Sea ice extent Sea ice minimum Parameter Climate Change Science Antarctic

The year 2023 marked a turning point for the Antarctic, as the Southern Hemisphere experienced a substantial decrease in sea-ice extent. In a recently released study, climatologist Dr Monica Ionita (AWI) sheds light on the drivers of this unusual event using a combination of observational, satellite and reanalysis data, with a particular focus on the macro-scale atmospheric circulation.

The sea-ice extent in the two polar regions during the winter maximum and summer minimum are indicators for the general state of ice development and the effects of climate warming in the high latitudes. While we have observed a trend of declining sea-ice extent in the Arctic for the past several years, amounting to roughly 11.9% per decade in summer and 2.3% per decade in winter, along with an “Arctic amplification” of global warming that is three to four times as intense as the global mean, the ice extent in the Antarctic has remained virtually unchanged since the beginning of continuous satellite monitoring, or even shown a slight increase. However, for roughly eight years now, we have seen a significant decline in ice extent in the Antarctic, particularly in the southern summer, compared to the long-term mean, including a record low last winter.

The year 2023 marked a turning point for the Antarctic, as the Southern Hemisphere experienced a substantial decrease in sea-ice extent and a near-record low sea-ice minimum in July 2023 that was ca. 2.4 million square kilometres below the long-term mean. But what were the drivers of this record low winter, and does it represent the beginning of a potentially fundamental change in climatic conditions (also known as a regime shift) in the Antarctic? Monica Ionita, a climate researcher and climatologist at the Alfred Wegener Institute, Helmholtz Centre for Polar and Marine Research in Bremerhaven, addressed this question in a recently released publication, where she takes a closer look at the potential causes. In her study, Monica Ionita sheds light on the drivers of this unusual event using a combination of observational, satellite and reanalysis data, with a particular focus on the macro-scale atmospheric circulation.

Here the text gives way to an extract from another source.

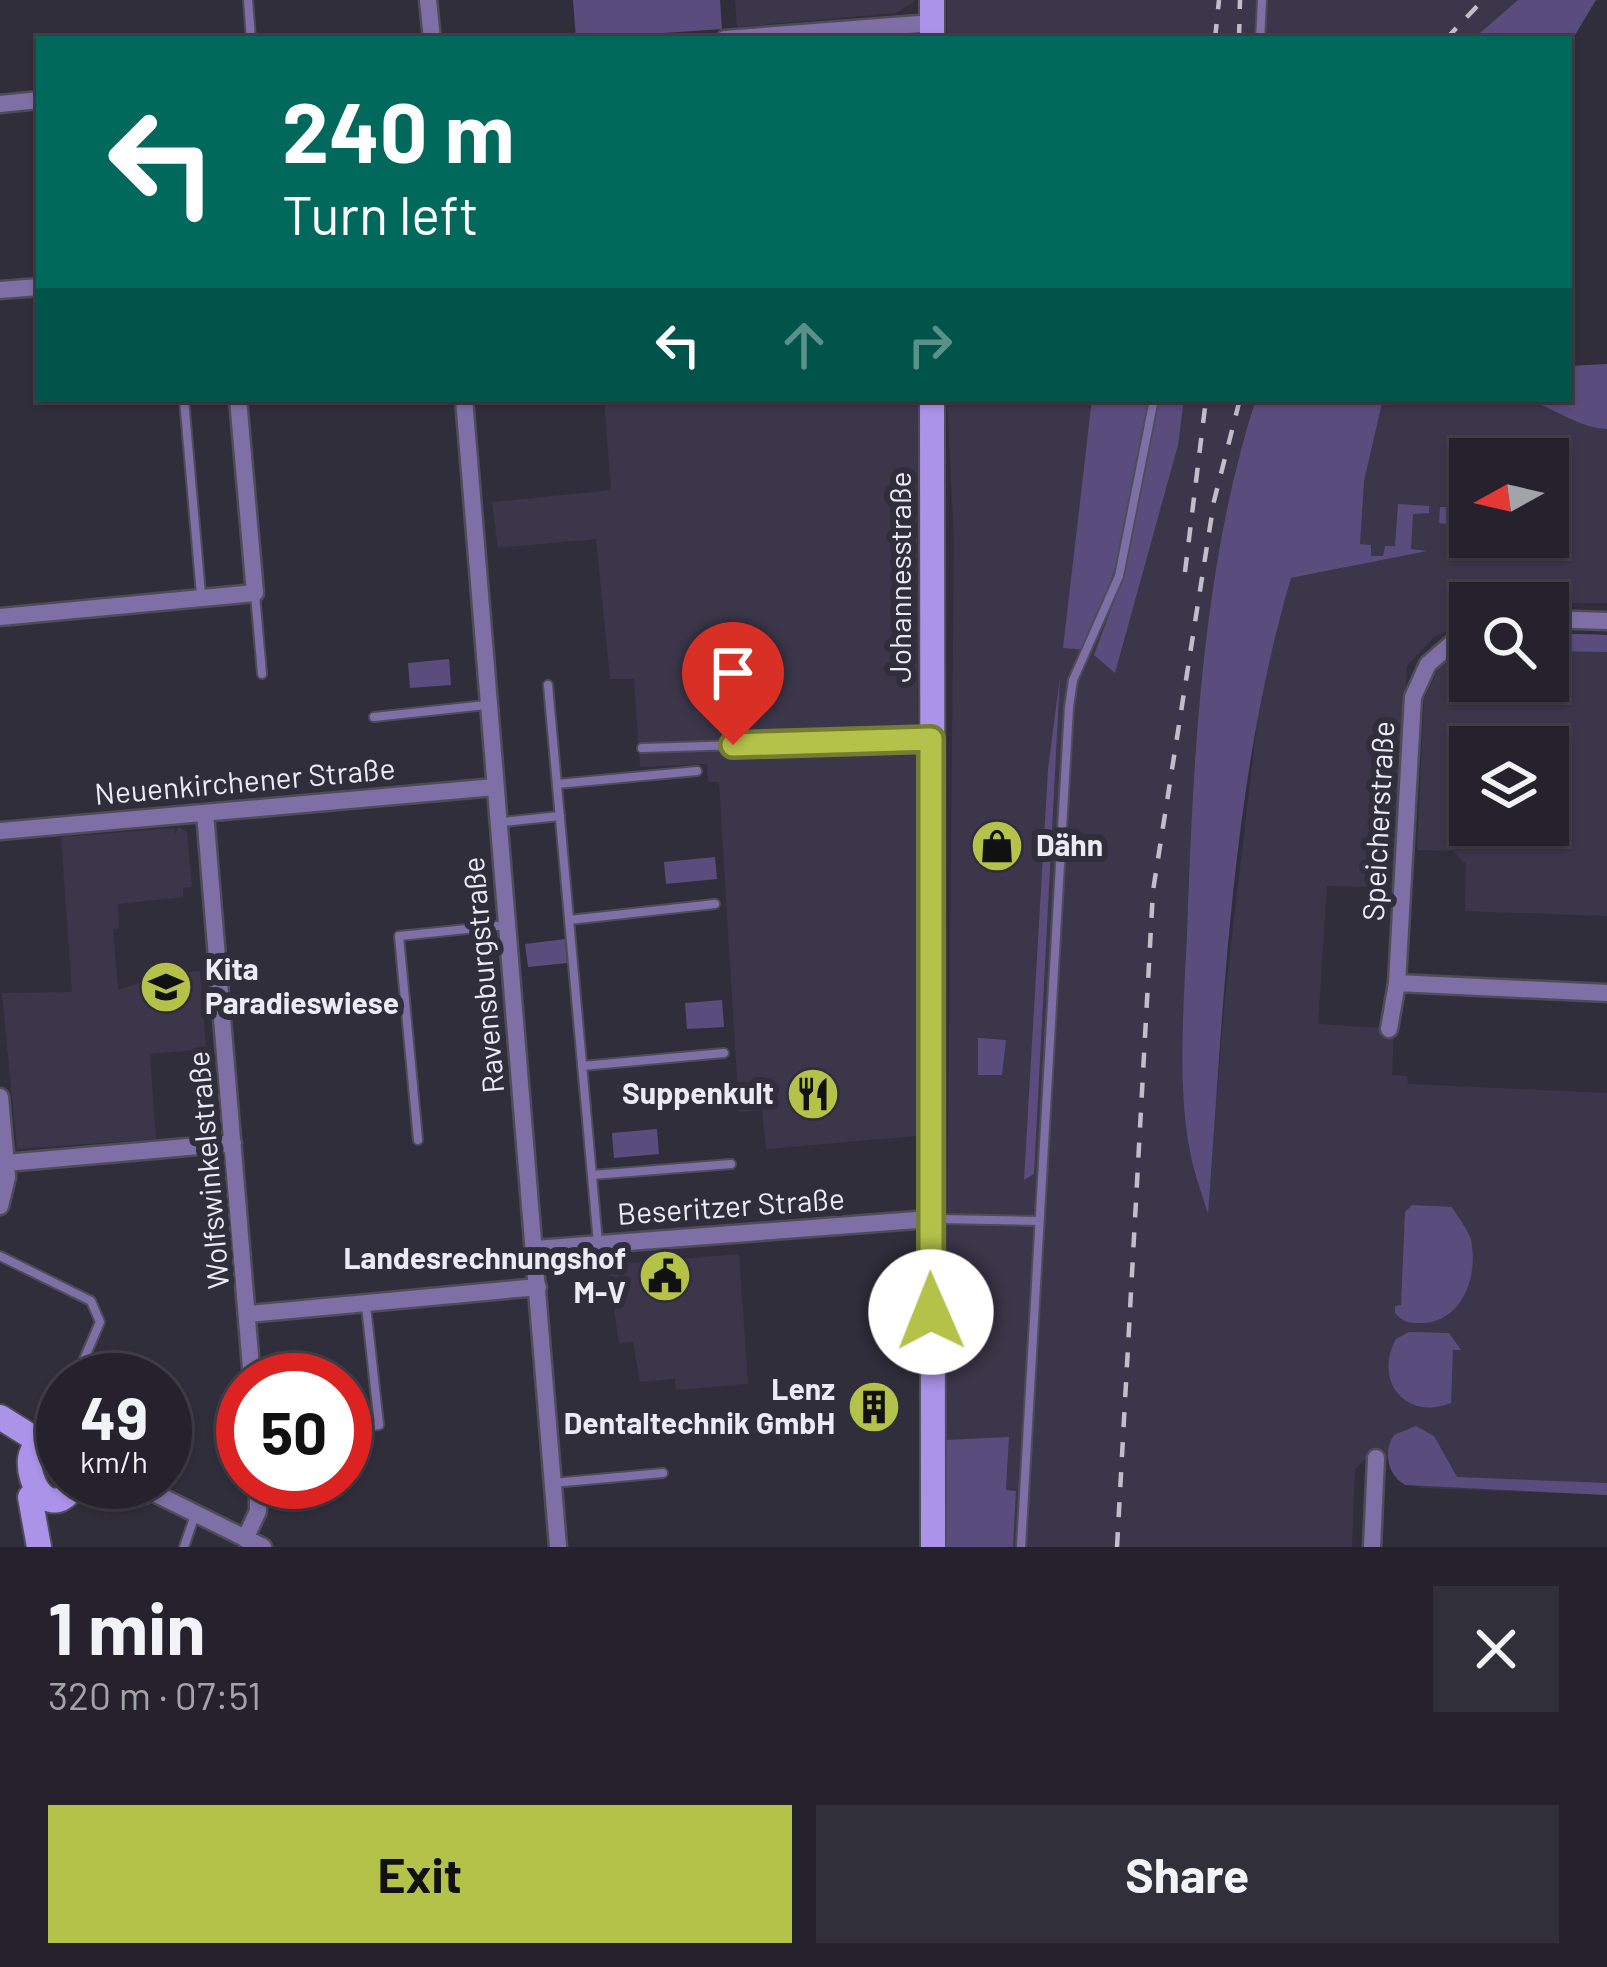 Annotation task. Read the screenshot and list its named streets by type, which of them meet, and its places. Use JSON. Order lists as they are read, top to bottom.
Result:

SEA ICE PORTAL: Monica, your research focuses on the analysis of climatological time series, especially those on atmospheric parameters. According to your analysis, what are the most important factors that shaped sea-ice formation in the Antarctic in 2023, and how exceptional was it compared to past years?

Monica Ionita: 2023 was a very unique year, as a number of factors contributed to the extremely low sea-ice values in the Antarctic. Compared to past years, like 2016, in 2023 we had “stress factors” not only from the atmosphere, in the form of a very “wavy” atmospheric pattern, which was conducive to the advection of heat and moisture from the lower latitudes toward the sea-ice edge, but also from the ocean. You could say the influencing factors were both top-down and bottom-up. The water in the layers below the sea ice was also extremely warm, the water at the sea-ice edge was warmer than it had ever been before, and then there was the influx of warm and moist air. Taken together, they all had the same effect: limiting ice formation.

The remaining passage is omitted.